- Opening Delimiter -

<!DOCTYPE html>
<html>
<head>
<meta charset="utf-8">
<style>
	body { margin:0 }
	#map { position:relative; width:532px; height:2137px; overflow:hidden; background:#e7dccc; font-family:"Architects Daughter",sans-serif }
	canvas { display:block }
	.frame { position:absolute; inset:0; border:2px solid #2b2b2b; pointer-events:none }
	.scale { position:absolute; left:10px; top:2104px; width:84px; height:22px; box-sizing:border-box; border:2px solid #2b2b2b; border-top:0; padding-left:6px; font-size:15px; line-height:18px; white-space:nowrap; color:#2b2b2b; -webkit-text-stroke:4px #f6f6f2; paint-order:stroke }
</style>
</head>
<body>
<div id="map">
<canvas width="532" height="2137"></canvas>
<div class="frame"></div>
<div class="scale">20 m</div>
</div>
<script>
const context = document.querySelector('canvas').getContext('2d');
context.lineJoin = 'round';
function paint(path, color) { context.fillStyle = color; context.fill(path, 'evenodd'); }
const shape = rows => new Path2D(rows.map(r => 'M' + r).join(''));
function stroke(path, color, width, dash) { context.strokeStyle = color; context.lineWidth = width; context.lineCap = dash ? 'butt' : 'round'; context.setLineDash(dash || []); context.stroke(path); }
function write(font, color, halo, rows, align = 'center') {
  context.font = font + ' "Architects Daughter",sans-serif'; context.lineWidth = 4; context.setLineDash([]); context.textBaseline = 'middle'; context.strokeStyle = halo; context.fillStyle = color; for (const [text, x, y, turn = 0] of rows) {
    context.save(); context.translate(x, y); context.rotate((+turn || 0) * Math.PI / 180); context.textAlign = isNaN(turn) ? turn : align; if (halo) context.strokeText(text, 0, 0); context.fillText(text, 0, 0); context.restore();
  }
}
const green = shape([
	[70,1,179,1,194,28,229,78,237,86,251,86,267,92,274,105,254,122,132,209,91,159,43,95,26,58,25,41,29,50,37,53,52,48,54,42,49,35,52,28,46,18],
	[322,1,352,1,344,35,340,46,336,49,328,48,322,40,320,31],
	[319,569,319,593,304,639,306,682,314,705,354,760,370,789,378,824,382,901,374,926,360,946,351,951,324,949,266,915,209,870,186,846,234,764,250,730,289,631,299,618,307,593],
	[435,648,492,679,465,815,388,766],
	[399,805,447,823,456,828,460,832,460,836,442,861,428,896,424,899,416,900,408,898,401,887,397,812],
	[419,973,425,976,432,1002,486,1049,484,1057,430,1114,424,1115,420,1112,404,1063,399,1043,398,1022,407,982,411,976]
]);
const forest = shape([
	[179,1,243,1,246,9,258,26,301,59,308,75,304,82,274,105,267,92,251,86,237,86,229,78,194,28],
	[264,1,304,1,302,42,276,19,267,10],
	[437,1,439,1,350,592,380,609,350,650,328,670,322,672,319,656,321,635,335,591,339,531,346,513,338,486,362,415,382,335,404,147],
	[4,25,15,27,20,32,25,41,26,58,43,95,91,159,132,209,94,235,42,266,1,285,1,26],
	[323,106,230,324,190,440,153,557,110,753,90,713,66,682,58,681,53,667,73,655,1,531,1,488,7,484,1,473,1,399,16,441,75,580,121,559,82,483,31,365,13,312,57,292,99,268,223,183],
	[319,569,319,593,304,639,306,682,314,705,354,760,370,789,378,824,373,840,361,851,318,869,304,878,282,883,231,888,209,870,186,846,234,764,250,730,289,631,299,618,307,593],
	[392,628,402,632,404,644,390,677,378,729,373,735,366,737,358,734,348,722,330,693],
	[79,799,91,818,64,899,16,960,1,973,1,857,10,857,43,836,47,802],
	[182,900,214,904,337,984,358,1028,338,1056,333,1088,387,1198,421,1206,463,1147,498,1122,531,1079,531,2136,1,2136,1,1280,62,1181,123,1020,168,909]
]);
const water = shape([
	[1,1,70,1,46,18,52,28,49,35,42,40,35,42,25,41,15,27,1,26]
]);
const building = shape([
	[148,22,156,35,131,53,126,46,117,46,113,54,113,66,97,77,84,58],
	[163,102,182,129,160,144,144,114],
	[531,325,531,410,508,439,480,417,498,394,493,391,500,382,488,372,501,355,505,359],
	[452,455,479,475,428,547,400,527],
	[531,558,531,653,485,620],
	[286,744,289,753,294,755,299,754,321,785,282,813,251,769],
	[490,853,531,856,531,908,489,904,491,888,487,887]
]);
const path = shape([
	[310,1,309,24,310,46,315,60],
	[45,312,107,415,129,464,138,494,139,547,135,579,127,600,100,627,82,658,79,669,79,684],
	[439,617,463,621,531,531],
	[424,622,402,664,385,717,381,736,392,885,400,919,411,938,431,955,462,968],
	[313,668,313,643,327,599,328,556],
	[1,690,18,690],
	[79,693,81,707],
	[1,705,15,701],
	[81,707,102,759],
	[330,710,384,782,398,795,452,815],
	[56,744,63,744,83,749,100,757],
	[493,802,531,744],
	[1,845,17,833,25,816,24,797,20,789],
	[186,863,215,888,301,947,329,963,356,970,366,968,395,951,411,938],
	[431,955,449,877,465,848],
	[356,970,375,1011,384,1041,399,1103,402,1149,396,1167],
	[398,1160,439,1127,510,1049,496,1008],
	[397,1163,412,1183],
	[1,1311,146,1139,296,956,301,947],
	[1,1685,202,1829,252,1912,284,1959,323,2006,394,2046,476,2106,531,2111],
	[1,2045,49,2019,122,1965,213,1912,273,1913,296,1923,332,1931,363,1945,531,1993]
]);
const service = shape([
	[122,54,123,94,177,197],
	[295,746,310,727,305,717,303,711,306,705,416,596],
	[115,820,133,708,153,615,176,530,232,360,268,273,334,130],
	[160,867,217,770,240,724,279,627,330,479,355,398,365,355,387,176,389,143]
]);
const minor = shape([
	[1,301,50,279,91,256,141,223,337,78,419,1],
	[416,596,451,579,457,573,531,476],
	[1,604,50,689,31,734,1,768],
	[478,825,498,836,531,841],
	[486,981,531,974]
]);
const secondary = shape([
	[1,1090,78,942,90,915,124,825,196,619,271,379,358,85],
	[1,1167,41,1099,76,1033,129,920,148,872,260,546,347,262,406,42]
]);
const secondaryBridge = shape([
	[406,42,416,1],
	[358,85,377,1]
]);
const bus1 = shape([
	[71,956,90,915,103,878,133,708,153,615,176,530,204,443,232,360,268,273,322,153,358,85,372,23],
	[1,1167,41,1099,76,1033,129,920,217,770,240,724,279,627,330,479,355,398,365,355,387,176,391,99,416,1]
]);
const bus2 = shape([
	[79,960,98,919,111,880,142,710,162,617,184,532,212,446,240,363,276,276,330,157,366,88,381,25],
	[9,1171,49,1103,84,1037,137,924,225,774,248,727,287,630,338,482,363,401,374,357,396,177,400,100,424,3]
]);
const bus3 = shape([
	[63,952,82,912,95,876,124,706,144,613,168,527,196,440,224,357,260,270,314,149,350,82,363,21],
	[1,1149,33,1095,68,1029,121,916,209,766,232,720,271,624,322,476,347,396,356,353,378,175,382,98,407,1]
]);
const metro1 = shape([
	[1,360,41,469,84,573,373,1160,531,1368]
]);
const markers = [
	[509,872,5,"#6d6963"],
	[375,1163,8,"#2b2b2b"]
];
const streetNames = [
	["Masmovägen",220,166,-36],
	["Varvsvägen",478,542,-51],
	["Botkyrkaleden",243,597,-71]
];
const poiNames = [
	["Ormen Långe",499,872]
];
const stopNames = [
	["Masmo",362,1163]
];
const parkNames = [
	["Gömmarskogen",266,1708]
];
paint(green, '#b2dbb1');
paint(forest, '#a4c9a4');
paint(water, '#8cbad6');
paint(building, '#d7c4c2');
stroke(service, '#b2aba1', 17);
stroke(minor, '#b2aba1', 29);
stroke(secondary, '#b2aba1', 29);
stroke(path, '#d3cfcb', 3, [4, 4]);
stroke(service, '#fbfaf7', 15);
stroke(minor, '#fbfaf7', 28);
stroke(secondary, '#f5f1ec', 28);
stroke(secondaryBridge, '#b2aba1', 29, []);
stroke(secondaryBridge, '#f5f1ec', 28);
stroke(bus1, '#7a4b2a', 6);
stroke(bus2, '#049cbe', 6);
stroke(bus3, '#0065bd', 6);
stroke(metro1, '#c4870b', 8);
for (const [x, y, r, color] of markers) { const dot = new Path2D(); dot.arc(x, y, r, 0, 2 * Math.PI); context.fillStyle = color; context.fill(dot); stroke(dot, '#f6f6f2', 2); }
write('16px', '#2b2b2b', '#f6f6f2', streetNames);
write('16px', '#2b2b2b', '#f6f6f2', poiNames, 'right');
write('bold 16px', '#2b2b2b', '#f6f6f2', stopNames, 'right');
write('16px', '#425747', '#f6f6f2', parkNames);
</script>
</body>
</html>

- Closing Delimiter -

- TASK ITEM -
Copy each line of the listing above that includes the word "setLineDash".

- FINAL ANSWER -
function stroke(path, color, width, dash) { context.strokeStyle = color; context.lineWidth = width; context.lineCap = dash ? 'butt' : 'round'; context.setLineDash(dash || []); context.stroke(path); }
  context.font = font + ' "Architects Daughter",sans-serif'; context.lineWidth = 4; context.setLineDash([]); context.textBaseline = 'middle'; context.strokeStyle = halo; context.fillStyle = color; for (const [text, x, y, turn = 0] of rows) {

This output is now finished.